[AVAILABLE DATA Boundary: Start]

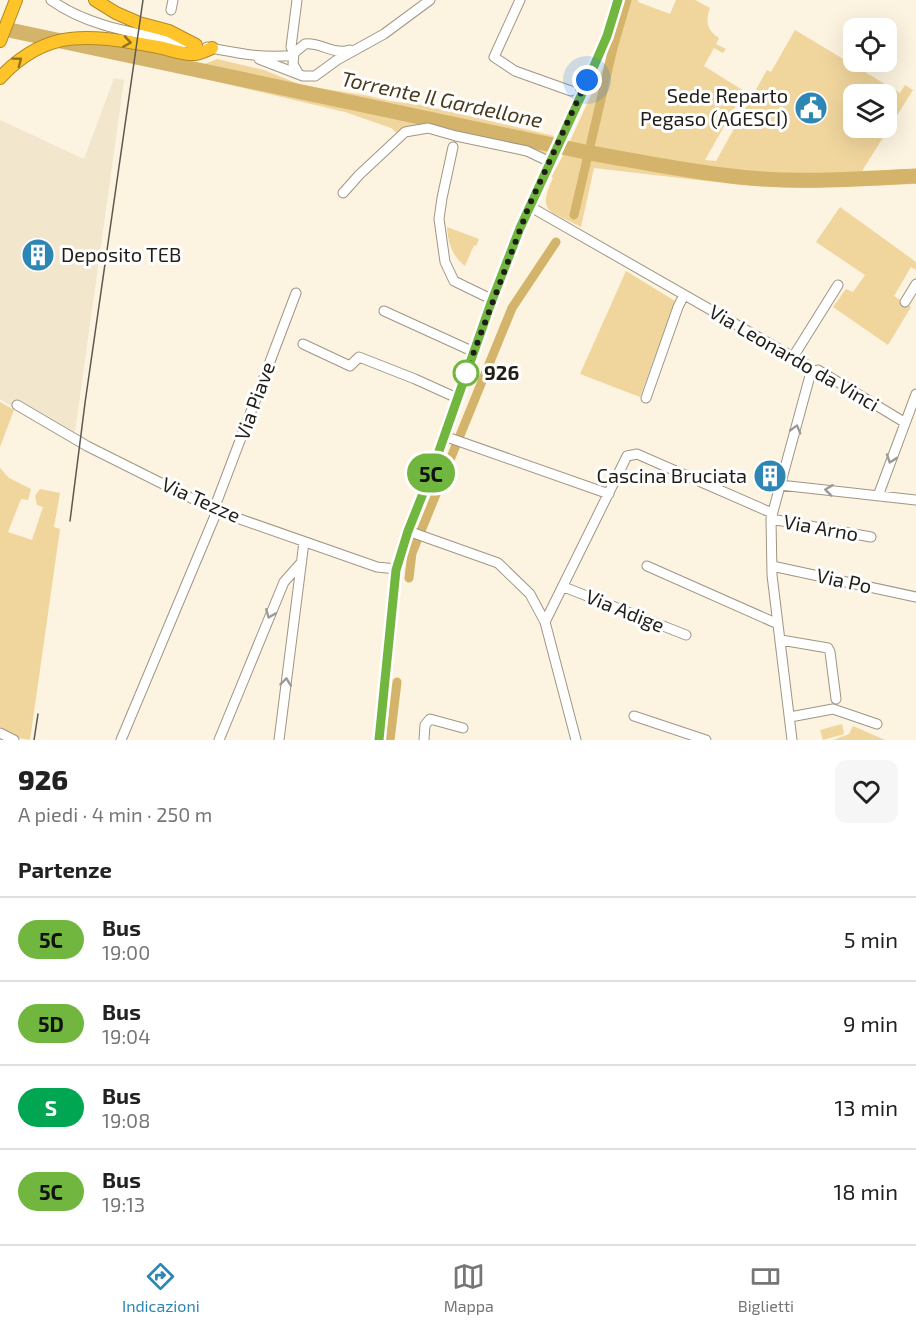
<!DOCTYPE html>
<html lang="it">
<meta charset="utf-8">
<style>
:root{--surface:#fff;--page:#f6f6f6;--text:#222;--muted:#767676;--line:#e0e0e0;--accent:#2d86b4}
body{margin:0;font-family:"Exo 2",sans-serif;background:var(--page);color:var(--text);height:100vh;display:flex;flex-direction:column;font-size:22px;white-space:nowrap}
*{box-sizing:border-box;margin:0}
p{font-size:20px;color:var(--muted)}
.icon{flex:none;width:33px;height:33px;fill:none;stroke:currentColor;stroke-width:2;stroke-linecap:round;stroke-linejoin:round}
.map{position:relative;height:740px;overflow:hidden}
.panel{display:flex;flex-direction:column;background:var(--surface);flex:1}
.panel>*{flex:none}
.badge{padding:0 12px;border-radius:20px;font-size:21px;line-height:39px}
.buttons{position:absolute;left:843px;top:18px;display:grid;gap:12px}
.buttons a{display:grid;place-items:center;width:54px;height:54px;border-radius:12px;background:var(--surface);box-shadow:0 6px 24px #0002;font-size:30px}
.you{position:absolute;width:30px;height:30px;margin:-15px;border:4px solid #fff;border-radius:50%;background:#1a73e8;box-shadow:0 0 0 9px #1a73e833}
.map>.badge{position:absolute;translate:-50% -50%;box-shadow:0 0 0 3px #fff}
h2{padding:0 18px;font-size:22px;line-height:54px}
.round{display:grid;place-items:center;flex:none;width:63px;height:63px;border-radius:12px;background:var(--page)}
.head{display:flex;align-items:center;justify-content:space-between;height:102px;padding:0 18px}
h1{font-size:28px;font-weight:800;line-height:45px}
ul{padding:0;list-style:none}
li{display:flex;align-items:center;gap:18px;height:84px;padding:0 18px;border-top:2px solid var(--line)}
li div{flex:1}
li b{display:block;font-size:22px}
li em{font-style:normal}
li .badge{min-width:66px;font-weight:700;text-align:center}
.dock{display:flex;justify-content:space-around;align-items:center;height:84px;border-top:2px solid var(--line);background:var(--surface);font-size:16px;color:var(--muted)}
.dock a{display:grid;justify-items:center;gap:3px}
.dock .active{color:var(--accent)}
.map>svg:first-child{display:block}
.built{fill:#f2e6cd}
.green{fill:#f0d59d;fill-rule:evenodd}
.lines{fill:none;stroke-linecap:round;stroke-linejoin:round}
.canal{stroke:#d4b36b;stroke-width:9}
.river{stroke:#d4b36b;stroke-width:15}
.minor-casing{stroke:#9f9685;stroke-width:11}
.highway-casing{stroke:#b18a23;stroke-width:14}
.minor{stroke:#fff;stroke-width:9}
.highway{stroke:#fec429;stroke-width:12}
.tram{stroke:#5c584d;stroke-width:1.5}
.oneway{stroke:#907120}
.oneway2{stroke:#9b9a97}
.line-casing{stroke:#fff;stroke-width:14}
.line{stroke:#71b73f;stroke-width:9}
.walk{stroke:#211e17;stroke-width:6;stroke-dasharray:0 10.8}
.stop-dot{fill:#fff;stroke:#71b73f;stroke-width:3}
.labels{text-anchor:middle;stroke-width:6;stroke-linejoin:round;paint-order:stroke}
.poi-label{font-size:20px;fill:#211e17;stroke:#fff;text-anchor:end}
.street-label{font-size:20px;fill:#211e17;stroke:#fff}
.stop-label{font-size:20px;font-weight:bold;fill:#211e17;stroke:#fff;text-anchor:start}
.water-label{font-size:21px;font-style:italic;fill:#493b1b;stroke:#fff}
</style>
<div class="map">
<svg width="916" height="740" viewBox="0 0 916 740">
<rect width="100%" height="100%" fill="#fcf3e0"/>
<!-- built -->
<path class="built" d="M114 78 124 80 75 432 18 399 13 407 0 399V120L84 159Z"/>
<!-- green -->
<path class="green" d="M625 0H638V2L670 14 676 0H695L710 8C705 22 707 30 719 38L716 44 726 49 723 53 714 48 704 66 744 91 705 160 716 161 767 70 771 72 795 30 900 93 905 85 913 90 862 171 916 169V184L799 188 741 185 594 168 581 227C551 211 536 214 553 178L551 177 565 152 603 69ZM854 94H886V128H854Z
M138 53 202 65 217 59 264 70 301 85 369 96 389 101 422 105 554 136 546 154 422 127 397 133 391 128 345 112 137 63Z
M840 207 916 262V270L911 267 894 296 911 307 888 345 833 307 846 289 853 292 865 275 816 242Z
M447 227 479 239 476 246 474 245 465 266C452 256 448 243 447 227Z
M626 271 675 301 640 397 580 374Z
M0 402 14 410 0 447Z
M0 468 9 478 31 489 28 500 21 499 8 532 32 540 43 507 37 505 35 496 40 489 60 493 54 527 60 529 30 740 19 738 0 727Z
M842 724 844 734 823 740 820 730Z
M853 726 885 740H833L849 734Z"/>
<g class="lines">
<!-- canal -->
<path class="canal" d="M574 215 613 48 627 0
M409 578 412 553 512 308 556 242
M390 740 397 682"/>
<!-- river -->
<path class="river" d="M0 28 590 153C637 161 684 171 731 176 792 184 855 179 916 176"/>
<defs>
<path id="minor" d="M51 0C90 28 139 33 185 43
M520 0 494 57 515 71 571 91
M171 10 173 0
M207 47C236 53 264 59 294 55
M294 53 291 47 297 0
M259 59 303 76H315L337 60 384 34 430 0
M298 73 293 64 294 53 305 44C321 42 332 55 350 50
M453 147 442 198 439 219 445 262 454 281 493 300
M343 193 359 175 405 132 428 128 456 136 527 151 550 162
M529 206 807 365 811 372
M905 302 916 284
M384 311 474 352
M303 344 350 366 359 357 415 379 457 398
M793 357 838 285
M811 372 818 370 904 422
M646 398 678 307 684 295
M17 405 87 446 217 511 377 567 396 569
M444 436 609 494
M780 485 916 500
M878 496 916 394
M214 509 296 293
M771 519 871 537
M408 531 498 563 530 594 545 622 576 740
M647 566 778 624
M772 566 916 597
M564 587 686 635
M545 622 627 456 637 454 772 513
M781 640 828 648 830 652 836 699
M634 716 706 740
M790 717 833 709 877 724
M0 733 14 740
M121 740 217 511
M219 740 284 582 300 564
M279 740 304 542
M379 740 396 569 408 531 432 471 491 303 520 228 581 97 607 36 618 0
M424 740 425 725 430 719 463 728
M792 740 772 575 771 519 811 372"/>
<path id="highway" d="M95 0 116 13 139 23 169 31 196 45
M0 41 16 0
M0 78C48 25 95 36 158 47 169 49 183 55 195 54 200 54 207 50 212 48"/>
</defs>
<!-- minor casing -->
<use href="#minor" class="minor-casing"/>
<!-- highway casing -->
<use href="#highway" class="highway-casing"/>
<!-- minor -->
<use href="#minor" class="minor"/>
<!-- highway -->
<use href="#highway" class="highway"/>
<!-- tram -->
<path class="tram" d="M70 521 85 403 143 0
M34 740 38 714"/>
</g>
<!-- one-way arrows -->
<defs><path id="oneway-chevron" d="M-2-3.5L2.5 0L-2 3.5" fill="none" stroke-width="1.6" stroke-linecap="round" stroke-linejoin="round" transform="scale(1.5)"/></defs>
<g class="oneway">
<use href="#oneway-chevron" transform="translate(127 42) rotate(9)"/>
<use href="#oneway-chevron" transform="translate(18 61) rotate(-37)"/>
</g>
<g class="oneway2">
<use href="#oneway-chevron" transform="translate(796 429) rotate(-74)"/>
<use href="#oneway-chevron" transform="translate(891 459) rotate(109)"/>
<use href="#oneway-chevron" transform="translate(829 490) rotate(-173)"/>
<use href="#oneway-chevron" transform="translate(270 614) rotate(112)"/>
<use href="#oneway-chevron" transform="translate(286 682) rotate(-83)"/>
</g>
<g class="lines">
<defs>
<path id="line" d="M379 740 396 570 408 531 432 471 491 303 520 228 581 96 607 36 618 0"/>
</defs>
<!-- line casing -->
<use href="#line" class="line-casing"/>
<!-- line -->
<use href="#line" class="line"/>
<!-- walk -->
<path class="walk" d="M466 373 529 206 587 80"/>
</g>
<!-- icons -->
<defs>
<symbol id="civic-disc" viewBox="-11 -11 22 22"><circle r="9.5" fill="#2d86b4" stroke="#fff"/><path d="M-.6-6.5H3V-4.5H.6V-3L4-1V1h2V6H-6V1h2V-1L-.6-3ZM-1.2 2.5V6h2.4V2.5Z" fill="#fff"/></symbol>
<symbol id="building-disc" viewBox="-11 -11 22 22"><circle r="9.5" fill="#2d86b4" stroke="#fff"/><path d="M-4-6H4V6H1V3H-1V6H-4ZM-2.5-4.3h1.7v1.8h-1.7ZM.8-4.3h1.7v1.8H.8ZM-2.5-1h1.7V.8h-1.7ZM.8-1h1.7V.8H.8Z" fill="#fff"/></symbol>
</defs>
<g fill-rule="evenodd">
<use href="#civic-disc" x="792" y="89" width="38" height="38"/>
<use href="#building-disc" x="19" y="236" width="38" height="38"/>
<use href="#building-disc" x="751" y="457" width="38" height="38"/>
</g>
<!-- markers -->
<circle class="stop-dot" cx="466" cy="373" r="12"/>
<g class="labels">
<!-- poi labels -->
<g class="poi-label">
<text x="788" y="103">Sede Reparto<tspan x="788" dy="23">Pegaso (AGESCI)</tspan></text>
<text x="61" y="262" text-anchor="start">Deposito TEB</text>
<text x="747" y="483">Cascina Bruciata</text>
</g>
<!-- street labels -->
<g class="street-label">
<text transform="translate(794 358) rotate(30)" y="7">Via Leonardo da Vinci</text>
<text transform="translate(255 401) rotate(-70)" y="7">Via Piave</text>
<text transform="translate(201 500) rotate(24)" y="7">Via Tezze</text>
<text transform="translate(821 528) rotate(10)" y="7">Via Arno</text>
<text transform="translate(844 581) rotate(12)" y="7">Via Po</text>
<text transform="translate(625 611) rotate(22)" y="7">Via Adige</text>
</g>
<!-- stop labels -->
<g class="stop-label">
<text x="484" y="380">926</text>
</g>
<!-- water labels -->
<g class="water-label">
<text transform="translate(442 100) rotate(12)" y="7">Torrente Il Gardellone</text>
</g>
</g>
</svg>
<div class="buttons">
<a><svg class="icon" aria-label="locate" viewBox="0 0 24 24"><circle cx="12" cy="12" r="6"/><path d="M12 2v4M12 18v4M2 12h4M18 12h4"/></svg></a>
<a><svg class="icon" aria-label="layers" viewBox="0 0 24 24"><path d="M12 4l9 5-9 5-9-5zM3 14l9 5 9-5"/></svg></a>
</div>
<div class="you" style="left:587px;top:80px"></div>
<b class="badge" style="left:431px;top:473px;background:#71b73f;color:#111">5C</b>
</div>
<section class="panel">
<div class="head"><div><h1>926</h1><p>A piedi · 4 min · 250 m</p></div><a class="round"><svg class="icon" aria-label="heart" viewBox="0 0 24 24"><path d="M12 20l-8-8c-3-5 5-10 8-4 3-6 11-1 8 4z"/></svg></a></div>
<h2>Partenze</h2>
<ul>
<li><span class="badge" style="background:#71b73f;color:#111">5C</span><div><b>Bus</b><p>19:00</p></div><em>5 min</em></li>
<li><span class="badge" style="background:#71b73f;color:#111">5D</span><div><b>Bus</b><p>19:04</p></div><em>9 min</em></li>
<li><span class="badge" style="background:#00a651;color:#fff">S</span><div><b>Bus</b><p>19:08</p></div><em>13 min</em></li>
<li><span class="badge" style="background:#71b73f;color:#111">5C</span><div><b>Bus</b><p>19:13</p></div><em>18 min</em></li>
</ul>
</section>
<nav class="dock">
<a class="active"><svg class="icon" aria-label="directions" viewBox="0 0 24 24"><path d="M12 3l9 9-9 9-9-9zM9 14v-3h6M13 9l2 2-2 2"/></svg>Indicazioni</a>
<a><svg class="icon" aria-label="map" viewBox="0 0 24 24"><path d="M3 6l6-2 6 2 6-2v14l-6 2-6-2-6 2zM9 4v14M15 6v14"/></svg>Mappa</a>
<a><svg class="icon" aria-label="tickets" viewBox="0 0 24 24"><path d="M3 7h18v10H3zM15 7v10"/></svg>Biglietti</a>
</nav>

[AVAILABLE DATA Boundary: End]

• _THE PROBLEM_
Report all lines of the material that contain the word "evenodd".

• _RESPONSE TO THIS EXERCISE_
.green{fill:#f0d59d;fill-rule:evenodd}
<g fill-rule="evenodd">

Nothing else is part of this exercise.